The output should be every line below that includes the word "drawer".

(Beginning of INPUT MATERIAL)

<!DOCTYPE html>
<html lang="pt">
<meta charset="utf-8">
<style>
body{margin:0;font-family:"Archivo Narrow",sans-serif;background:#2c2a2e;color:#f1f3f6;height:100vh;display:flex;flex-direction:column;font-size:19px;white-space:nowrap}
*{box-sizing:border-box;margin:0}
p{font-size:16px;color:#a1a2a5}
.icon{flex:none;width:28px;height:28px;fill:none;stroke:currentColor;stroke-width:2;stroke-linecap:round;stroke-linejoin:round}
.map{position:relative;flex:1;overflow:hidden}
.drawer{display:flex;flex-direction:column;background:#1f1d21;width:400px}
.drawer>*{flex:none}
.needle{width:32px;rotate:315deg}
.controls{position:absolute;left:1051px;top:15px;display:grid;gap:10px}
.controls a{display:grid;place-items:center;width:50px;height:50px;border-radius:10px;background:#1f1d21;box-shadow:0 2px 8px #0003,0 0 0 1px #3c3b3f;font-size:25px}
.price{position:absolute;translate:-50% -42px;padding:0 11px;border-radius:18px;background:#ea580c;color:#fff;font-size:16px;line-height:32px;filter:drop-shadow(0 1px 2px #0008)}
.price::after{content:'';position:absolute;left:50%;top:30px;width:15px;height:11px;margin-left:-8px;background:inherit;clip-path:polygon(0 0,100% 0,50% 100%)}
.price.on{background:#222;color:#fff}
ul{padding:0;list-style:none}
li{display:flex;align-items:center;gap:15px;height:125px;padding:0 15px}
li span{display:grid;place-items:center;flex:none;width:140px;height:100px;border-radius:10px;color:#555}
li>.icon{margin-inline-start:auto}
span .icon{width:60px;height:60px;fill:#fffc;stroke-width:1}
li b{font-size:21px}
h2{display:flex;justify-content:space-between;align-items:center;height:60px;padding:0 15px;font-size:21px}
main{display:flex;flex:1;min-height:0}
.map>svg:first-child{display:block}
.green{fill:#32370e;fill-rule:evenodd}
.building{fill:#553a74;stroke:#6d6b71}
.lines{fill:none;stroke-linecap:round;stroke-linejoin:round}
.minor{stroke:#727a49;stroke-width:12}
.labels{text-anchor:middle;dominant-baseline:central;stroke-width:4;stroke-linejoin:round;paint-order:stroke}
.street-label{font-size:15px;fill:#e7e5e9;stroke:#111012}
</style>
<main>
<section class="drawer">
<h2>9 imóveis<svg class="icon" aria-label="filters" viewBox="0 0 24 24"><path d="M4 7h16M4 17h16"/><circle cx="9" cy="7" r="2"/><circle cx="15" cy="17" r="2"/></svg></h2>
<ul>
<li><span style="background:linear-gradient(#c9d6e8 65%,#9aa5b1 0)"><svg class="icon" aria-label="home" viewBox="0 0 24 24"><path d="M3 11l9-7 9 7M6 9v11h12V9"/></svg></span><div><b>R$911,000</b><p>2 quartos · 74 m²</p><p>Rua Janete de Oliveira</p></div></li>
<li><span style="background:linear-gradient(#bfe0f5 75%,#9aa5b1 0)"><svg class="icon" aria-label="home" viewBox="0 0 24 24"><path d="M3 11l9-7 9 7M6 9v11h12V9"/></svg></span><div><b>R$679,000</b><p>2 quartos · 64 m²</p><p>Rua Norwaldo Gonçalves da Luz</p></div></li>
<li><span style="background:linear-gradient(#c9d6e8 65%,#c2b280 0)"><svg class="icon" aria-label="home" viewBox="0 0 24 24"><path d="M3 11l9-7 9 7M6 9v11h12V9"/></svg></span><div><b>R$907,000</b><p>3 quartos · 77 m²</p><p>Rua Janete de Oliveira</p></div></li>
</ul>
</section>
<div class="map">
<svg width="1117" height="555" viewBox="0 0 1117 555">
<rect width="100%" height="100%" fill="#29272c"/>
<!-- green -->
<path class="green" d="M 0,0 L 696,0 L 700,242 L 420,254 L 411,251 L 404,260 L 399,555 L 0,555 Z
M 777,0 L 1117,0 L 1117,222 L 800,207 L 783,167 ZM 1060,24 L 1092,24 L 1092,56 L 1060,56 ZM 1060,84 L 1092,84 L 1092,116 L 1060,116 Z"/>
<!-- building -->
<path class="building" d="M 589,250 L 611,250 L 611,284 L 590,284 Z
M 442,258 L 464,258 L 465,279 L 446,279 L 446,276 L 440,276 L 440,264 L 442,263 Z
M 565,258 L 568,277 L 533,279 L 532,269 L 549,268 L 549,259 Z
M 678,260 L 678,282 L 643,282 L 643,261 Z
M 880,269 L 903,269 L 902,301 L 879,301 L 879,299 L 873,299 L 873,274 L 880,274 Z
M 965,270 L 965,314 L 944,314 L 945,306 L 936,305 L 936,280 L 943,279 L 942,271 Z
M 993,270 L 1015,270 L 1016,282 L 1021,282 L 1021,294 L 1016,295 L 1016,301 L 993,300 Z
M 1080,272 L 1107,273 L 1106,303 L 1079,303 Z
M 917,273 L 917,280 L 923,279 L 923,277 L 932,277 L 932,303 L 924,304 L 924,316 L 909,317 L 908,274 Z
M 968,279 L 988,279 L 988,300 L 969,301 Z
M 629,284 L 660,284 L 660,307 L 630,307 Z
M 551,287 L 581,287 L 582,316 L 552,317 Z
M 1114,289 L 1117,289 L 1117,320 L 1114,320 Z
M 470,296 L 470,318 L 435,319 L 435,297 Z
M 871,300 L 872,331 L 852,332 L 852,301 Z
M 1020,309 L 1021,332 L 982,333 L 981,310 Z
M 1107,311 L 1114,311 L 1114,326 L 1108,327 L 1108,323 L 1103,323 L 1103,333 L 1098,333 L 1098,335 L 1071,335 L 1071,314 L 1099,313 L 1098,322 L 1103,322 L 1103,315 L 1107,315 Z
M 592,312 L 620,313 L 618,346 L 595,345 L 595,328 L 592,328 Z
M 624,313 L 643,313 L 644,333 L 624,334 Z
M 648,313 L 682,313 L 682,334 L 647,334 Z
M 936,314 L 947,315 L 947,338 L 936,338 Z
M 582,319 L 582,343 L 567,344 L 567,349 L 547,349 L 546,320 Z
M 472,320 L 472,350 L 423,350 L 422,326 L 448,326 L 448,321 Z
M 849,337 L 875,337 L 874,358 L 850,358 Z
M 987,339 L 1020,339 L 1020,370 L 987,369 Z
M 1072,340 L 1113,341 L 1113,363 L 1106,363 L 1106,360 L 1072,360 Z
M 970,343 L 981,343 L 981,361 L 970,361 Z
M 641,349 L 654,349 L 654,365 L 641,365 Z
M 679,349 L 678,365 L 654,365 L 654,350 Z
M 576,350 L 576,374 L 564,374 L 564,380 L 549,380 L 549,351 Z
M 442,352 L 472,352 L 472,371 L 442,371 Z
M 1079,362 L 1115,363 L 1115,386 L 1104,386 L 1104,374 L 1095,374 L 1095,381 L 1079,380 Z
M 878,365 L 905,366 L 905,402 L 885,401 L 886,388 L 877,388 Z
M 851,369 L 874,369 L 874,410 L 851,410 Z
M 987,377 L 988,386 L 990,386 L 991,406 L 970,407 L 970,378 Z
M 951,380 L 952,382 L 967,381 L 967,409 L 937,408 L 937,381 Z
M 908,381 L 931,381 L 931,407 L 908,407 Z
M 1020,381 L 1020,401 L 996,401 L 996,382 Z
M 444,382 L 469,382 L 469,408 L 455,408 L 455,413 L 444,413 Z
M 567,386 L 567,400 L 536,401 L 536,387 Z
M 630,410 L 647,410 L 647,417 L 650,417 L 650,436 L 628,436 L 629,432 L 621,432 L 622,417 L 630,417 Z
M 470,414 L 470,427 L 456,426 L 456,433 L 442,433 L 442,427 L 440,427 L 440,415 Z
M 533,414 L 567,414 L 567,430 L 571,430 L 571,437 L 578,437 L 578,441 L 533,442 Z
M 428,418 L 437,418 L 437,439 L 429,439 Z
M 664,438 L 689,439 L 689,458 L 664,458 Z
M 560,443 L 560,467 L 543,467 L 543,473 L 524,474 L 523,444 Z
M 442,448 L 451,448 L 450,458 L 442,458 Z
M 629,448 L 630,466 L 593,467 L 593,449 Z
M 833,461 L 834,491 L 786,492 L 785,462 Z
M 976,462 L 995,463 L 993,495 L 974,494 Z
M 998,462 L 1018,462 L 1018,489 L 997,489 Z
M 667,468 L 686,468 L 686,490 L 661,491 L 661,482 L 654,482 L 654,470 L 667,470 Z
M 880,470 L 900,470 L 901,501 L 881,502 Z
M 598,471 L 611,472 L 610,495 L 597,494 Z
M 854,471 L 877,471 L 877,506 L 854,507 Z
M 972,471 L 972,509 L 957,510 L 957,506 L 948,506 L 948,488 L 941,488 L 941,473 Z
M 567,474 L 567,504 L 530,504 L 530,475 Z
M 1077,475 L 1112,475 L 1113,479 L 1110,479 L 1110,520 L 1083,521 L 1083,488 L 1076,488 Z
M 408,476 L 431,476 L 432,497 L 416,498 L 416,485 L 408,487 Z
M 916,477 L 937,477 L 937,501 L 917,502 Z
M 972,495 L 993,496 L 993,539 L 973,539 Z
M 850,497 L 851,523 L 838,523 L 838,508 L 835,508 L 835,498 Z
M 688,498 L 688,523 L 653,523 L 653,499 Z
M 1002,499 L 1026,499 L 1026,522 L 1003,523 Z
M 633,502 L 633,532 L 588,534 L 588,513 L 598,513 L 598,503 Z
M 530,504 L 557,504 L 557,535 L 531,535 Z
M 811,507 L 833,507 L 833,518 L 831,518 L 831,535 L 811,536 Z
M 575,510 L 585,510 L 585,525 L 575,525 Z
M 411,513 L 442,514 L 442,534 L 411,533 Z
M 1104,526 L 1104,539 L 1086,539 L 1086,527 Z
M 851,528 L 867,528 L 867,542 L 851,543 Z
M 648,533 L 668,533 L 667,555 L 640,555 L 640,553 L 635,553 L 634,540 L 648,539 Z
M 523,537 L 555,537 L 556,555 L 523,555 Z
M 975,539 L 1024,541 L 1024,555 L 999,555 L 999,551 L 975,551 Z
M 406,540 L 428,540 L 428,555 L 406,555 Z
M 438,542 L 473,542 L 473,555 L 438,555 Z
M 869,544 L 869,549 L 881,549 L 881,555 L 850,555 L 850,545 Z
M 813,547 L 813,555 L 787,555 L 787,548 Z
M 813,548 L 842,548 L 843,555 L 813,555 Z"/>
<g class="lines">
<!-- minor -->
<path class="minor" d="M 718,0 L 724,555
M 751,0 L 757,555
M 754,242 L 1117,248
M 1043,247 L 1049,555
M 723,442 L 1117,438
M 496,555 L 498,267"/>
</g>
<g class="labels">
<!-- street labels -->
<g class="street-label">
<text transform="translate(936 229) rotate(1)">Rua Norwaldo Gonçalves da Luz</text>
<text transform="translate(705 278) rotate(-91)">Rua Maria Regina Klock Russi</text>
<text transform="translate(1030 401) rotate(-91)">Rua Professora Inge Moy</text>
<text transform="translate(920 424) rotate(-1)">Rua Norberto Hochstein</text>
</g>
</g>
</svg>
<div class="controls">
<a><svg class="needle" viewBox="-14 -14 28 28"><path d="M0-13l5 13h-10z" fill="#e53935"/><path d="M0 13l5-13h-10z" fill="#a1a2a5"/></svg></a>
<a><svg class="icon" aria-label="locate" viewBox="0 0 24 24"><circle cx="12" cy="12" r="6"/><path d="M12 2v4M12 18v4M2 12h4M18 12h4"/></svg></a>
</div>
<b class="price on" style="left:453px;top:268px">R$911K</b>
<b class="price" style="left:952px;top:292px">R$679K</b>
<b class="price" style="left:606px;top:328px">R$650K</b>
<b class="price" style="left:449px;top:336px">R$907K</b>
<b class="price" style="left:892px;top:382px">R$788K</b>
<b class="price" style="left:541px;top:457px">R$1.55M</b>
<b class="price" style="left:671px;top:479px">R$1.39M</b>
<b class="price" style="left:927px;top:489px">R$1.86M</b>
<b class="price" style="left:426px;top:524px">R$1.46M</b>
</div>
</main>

(End of INPUT MATERIAL)

> [RESPONSE AREA]:
.drawer{display:flex;flex-direction:column;background:#1f1d21;width:400px}
.drawer>*{flex:none}
<section class="drawer">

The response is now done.